*YOUR OBJECTIVE*:
Among the entries, find each line that includes the string "overflow" and list it.

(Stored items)

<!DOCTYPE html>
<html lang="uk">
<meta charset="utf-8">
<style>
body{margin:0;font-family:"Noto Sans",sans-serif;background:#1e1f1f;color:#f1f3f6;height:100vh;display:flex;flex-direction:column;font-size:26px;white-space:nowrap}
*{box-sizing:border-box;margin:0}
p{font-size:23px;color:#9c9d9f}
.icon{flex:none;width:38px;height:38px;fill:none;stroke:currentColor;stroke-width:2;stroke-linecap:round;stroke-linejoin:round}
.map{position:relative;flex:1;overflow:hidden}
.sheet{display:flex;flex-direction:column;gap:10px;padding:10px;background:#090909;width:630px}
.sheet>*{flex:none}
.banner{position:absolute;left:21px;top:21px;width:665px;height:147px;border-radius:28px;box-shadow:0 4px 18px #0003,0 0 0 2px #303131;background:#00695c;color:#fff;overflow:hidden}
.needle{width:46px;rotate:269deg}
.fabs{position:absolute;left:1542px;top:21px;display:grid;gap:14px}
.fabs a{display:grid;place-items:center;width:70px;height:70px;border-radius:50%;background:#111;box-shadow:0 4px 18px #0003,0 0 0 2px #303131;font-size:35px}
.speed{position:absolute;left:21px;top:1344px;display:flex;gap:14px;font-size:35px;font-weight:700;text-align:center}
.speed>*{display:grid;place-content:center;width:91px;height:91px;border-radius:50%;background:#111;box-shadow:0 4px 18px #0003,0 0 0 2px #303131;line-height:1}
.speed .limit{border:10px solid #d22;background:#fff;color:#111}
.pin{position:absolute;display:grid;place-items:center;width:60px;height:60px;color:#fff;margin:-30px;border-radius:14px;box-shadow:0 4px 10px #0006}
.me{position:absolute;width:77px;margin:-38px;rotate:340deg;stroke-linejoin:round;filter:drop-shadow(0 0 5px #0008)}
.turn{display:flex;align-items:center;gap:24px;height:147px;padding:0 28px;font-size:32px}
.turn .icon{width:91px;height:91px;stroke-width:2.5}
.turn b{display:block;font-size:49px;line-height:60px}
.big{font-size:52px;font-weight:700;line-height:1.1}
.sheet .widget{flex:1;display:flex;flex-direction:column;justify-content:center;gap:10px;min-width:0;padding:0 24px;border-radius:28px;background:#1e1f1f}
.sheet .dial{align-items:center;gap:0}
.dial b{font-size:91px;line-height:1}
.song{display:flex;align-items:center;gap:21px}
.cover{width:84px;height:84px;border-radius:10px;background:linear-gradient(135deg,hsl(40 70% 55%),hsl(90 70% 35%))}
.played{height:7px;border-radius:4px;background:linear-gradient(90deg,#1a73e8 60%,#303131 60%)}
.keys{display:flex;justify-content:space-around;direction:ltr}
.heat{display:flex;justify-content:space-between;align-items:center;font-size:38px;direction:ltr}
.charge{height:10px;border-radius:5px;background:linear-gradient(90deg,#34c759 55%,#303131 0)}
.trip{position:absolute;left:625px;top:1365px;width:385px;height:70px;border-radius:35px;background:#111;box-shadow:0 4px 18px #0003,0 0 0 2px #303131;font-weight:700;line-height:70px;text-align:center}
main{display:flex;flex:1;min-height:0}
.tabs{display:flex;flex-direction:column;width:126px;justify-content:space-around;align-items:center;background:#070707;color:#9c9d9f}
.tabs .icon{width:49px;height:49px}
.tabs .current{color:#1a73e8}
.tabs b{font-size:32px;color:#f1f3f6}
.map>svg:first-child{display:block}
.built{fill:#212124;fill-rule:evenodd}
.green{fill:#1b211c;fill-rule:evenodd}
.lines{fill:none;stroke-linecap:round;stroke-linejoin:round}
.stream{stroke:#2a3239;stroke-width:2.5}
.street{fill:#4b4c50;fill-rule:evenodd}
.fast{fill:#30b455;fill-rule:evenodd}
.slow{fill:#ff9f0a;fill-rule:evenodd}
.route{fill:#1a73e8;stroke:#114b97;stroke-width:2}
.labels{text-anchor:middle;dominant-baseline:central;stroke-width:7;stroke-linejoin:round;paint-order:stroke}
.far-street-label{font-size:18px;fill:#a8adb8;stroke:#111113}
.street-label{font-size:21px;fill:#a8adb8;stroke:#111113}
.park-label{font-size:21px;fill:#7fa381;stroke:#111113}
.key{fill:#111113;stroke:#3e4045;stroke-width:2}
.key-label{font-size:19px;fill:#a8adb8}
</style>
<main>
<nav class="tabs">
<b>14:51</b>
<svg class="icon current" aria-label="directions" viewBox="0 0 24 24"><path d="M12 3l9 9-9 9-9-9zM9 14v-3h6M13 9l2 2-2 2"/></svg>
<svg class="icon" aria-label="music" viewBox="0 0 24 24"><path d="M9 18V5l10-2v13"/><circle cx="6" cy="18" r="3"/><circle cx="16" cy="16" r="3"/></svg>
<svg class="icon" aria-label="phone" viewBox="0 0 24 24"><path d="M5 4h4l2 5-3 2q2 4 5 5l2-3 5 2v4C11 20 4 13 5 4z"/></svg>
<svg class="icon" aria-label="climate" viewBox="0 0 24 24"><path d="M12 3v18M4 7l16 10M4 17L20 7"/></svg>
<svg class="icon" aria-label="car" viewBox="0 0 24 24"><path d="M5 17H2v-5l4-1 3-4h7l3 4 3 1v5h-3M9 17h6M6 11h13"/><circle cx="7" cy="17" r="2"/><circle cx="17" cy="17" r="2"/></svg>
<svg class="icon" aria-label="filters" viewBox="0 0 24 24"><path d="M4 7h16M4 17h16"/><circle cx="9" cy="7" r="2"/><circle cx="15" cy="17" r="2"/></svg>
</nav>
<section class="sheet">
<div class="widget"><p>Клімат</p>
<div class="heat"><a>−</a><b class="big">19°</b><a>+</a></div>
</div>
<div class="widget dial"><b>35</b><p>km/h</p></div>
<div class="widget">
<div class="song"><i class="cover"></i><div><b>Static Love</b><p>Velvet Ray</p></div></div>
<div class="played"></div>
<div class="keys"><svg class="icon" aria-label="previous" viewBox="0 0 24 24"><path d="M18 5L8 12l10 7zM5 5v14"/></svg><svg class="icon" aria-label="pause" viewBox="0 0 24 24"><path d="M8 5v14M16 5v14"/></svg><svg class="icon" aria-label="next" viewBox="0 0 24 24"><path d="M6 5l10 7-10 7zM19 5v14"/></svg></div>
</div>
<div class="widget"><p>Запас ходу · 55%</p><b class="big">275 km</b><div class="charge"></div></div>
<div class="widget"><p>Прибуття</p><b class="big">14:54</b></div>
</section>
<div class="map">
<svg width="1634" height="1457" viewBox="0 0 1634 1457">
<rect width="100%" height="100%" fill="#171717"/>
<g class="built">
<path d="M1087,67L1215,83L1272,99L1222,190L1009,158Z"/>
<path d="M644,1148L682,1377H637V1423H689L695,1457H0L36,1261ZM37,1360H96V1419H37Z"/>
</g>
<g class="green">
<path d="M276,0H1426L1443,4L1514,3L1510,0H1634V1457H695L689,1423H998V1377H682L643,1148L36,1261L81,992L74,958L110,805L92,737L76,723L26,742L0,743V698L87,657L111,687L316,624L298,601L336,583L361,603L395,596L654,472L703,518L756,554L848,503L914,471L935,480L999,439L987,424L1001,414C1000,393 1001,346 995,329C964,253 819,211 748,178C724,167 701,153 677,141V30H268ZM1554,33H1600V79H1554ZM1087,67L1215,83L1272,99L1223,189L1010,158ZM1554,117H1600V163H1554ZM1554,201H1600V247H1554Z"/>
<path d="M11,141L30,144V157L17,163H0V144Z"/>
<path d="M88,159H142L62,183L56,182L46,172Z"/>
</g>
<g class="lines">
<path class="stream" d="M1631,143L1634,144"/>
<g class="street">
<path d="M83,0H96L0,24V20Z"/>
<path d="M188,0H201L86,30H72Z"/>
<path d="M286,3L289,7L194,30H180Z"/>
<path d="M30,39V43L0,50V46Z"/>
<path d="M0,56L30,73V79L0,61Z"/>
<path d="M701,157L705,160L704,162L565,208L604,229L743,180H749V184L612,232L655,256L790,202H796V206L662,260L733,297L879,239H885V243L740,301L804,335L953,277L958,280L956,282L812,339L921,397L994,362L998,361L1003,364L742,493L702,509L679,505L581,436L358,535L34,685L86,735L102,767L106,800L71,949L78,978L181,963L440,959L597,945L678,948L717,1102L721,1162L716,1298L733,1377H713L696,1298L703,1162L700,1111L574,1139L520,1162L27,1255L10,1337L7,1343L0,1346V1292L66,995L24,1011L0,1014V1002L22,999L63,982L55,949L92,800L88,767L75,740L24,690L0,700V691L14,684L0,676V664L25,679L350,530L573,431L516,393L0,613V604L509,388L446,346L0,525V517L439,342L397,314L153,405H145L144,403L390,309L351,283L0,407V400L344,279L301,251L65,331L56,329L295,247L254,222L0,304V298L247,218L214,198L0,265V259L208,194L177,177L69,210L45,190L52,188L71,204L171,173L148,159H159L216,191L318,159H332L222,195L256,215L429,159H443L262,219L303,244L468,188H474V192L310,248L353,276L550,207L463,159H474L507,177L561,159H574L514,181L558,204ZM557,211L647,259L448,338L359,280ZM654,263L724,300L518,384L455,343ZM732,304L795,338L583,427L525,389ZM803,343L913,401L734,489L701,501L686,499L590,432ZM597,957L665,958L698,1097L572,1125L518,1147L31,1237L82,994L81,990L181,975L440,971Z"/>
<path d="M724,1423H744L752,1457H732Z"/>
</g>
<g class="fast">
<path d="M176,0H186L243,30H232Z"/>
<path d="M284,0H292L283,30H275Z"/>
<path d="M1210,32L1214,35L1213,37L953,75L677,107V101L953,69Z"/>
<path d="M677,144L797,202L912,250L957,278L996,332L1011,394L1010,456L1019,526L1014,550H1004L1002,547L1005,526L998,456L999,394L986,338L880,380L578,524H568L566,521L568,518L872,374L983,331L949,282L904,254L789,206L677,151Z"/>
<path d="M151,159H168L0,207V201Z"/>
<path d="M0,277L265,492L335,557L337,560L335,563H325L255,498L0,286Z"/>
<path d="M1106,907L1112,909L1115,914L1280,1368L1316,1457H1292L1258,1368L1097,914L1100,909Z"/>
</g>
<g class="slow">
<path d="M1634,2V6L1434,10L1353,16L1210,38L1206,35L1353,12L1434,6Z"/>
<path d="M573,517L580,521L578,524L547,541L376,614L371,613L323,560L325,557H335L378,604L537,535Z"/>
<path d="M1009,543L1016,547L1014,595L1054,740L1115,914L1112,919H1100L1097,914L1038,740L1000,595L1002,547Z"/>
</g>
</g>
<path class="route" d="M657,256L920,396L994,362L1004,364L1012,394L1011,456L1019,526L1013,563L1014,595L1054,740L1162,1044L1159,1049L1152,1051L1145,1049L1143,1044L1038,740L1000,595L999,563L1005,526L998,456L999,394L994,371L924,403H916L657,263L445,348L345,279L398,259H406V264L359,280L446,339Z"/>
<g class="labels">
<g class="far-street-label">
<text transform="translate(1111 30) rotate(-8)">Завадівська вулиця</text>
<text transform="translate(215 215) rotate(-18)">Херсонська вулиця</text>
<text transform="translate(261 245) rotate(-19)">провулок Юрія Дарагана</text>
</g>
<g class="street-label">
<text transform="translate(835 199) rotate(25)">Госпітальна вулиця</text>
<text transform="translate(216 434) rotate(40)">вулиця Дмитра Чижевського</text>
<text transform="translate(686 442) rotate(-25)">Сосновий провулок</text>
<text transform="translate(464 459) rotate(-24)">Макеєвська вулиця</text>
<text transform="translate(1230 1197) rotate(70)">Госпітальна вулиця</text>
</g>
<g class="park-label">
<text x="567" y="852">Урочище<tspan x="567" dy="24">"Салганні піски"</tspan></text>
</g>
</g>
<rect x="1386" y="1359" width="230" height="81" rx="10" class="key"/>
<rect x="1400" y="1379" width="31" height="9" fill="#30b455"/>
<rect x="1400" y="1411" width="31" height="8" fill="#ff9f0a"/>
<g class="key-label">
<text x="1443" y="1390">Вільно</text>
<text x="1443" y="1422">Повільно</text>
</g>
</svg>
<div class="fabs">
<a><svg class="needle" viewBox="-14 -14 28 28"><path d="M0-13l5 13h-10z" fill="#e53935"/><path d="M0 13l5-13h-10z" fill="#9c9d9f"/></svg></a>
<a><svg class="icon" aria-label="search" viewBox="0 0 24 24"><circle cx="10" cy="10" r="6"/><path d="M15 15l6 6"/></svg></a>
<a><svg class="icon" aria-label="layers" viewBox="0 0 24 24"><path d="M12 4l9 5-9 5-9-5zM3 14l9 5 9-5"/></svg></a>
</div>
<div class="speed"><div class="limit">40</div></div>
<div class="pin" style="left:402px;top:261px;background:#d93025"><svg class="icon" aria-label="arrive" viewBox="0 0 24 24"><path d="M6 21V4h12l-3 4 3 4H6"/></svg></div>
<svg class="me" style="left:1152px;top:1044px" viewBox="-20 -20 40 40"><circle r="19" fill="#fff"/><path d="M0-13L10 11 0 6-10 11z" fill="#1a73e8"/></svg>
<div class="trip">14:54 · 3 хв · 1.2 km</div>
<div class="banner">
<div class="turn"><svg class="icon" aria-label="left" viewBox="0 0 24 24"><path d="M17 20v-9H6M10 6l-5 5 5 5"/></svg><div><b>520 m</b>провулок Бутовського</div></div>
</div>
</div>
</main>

*RESPONSE TO THE EXERCISE*:
.map{position:relative;flex:1;overflow:hidden}
.banner{position:absolute;left:21px;top:21px;width:665px;height:147px;border-radius:28px;box-shadow:0 4px 18px #0003,0 0 0 2px #303131;background:#00695c;color:#fff;overflow:hidden}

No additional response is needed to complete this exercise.